C.S. Lewis’s wardrobe is perhaps the most memorable portal in all of children’s literature. When the Pevensie siblings are evacuated to an old country house, young Lucy (it’s always the little ones!) decides to investigate inside the large armoire, only to stumble into the magical Kingdom of Narnia. Everything from the tears of Tumnus the faun to Edmund’s brush with the White Witch suggest that evil is lurking in this frozen wilderness. I read this classic during the winter holidays, and much of its symbolism and imagery has fused with Christmas in my imagination—a natural melding, given the story’s religious undertones. It’s a special gift when the magic of a story amplifies the magic in a child’s own world ... an even rarer gift when the actions of one character (Aslan) inspire that child to be a better human being.
My first encounter with The Hobbit was actually an abridged book-on-tape, but it was enough to hook me on high-fantasy.
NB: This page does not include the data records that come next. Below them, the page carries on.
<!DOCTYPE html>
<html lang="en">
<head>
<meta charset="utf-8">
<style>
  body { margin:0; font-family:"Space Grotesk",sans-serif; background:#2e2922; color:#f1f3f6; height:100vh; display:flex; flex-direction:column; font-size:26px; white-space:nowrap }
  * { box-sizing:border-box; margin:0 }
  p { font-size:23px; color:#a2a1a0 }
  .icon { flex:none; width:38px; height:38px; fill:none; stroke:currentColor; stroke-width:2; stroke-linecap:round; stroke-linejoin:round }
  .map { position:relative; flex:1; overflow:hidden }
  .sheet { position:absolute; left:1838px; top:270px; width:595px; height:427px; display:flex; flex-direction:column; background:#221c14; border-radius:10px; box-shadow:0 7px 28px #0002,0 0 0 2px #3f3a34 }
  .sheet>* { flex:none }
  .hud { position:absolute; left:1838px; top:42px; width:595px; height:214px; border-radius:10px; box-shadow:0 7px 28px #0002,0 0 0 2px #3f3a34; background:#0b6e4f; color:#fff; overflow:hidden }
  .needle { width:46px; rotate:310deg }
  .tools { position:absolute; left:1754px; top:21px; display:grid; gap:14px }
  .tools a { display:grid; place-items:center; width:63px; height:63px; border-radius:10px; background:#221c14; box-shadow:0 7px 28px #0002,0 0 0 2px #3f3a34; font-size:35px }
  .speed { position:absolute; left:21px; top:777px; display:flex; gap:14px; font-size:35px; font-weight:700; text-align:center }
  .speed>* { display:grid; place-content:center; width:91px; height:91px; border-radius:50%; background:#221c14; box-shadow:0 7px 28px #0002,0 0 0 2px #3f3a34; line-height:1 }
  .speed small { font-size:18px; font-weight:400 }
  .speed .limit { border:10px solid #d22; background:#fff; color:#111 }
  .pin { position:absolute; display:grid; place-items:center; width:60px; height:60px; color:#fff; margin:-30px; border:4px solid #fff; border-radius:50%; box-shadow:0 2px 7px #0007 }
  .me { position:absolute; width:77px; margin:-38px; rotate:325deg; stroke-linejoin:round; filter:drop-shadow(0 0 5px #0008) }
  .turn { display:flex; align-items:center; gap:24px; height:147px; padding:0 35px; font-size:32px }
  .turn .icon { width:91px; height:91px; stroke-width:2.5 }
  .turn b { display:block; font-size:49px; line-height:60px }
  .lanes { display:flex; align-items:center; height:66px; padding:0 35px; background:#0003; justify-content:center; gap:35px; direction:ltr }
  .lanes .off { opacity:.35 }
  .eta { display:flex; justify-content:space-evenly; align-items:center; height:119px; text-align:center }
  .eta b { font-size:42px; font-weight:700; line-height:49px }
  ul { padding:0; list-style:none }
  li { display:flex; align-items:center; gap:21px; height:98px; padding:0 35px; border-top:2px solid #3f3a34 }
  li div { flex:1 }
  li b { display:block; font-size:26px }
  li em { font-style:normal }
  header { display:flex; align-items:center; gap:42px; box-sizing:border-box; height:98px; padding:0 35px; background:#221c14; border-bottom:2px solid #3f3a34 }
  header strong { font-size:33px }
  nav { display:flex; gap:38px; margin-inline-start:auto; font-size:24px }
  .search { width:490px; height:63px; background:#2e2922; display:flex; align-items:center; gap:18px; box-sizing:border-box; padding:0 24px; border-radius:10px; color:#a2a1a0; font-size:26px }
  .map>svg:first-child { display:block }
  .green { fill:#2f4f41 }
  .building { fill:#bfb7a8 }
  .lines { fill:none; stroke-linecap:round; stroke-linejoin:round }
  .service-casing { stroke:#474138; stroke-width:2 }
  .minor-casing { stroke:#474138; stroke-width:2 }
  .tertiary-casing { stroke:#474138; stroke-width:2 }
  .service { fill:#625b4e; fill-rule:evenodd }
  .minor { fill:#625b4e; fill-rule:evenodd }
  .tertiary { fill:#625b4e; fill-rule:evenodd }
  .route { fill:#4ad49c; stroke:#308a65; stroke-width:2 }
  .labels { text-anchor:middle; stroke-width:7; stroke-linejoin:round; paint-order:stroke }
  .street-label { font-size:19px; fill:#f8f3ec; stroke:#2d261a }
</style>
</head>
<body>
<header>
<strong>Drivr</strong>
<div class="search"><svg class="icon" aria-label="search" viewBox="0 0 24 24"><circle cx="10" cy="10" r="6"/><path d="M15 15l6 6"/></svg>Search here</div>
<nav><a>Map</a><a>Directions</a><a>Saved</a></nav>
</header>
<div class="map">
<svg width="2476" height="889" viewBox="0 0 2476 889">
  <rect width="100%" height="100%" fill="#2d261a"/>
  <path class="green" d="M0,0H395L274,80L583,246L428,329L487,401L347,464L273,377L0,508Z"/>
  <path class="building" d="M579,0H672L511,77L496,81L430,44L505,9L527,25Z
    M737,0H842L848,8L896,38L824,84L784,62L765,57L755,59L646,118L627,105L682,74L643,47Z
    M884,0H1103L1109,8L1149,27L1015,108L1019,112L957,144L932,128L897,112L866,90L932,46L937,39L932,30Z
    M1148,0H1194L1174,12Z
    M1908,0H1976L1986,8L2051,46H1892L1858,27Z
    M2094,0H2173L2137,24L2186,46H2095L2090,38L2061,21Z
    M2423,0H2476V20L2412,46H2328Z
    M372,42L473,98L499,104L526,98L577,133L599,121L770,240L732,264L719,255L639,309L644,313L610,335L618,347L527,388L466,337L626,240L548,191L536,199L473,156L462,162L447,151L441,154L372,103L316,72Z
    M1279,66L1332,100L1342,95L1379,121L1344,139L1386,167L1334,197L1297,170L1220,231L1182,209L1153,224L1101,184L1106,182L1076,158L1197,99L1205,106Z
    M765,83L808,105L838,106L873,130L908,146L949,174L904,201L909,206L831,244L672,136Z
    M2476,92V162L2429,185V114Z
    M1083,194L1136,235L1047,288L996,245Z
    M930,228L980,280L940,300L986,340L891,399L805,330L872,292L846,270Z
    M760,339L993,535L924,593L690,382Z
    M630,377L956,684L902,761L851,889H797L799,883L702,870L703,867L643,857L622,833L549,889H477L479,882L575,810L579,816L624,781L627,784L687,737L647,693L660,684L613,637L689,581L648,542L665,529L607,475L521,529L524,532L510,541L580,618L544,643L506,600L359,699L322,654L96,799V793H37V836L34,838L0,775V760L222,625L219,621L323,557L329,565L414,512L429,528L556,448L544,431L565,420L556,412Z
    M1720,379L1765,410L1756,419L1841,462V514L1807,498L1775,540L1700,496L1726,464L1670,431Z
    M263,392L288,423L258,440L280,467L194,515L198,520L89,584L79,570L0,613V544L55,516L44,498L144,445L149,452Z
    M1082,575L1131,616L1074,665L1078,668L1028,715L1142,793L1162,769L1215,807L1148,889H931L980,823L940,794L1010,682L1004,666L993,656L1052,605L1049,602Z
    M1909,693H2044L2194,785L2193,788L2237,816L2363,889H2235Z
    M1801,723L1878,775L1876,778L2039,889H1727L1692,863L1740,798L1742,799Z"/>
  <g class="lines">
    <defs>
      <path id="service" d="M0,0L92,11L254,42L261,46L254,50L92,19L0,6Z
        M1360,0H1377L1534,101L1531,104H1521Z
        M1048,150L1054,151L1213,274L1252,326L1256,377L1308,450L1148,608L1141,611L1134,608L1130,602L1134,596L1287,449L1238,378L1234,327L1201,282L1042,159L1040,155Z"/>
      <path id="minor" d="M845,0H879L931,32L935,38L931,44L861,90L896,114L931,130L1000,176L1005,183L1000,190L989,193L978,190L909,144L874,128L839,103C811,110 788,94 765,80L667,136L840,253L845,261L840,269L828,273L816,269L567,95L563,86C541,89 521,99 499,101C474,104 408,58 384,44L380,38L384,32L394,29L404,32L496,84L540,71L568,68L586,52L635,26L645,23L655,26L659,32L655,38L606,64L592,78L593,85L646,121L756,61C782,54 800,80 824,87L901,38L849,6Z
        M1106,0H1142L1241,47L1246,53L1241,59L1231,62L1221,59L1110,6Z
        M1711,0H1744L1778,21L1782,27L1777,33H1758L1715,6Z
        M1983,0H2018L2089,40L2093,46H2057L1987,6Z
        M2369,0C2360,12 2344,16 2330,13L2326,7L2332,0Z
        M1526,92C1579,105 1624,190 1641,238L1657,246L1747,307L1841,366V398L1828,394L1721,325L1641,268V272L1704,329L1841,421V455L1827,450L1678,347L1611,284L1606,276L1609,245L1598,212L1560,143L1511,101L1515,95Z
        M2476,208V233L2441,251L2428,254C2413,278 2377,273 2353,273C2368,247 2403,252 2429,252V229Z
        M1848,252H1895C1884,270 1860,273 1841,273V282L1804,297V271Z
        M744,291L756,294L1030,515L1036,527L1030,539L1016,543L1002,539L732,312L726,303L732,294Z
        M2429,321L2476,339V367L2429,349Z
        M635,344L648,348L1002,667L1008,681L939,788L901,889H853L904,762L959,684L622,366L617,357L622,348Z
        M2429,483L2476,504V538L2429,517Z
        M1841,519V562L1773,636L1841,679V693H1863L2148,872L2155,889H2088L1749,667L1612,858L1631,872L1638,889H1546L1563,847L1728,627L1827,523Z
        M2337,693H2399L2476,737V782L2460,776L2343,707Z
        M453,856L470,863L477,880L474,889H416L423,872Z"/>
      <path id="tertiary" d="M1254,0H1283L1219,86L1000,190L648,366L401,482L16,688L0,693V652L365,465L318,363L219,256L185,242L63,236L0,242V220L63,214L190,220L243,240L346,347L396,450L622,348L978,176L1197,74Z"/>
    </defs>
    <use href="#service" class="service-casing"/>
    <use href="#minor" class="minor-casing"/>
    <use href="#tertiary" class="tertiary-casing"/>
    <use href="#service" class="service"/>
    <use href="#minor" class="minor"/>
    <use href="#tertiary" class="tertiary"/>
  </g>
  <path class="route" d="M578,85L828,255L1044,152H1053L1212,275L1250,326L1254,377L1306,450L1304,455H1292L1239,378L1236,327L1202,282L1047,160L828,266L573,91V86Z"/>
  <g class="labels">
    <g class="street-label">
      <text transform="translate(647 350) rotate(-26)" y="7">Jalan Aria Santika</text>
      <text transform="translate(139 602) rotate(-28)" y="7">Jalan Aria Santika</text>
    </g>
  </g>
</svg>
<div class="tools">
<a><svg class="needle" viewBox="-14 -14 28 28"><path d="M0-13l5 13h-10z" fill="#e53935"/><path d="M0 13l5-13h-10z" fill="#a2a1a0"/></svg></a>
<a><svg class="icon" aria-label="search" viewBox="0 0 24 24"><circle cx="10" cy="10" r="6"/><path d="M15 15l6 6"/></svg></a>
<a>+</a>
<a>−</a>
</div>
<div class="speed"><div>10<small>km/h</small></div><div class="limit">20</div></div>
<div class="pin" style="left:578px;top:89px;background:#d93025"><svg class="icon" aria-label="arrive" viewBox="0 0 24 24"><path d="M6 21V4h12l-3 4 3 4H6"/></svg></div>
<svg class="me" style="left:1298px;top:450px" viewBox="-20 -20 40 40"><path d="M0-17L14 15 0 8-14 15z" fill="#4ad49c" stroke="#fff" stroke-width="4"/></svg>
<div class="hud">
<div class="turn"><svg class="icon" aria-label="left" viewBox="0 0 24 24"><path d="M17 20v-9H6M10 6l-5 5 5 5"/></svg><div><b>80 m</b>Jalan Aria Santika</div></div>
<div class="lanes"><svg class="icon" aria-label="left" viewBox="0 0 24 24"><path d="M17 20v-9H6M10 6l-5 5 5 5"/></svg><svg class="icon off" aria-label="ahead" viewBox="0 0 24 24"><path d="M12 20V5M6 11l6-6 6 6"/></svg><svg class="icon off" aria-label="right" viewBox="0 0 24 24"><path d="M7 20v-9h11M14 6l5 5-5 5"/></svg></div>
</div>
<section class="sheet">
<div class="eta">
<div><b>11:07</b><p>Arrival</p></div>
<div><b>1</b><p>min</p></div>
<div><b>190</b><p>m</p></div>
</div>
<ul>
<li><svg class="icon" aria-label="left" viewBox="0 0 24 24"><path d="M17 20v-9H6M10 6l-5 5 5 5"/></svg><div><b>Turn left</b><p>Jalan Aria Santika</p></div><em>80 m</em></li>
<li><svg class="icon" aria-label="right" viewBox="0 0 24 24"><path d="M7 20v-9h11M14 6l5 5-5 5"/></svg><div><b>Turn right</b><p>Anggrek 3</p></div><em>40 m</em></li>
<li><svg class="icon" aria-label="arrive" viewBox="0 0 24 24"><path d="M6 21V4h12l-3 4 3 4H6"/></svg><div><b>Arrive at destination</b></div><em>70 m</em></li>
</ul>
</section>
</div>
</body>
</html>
Another small hero—I’m noticing a theme here—albeit one with big feet, the hobbit’s bravery in leaving his comfortable shire, resisting the evil of the ring, outsmarting sly Gollum, and confronting Smaug the dragon, made me want to journey onward with this hairy-toed hero from the safety of my own comfortable shire in Devon. Fortunately, I could do exactly that as a teen, returning to Middle-earth’s trolls, wargs, ents, orcs, goblins, and other creatures in the pages of The Lord of the Rings. But I’ll never forget that first listening experience; the twinkling noise on the cassette recording instructing me to turn the page and the rousing music that underscored Gandalf’s wizardry. Perhaps my passion for audio storytelling was born of that old analog technology, which makes me rather ancient!
For me, no author captures the British countryside better than Kenneth Grahame. All those lost words that nature writer Robert MacFarlane rightly laments are disappearing from the English language can be found in the descriptive passages interleaving the madcap adventures of Ratty, Mole, Badger, and motor-car-obsessed Toad. I adored these anthropomorphic animals and their antics, which is why it was such an honor to be asked, as an adult, to create an audio adaptation of this whimsical tale and to commune, once again, with a landscape that, as a US resident, I deeply miss.
Of all the marvelous characters conjured by Roald Dahl’s exuberant imagination, the Big Friendly Giant is my favorite. As a young girl, I ought to have identified with the character of Sophie, but I was far more enamored with her large-eared, vegetarian captor. I adored the BFG’s nonsense words and malapropisms (or, as he himself phrases it, his “gobblefunking”), and I was heartsick over the merciless taunting he endured at the hands of Fleshlumpeater, Blood Bottler, Bone Cruncher and the other giants.
Some adults may steer kids away from Roald Dahl in order to avoid awkward encounters with harsh or outdated language. But in Dahl’s hands, biting humor and nasty characters are used in service of some beautiful motifs: the quiet impact of kindness, the importance of standing up to bullies, the difficulty of doing the right thing. If purged of all their wickedness, I fear Dahl’s stories will lose their power and cease to be read. Rather than Bone-Crunchers, we adults ought to be dream-blowers, like the BFG, blowing the best dreams possible into our children’s lives.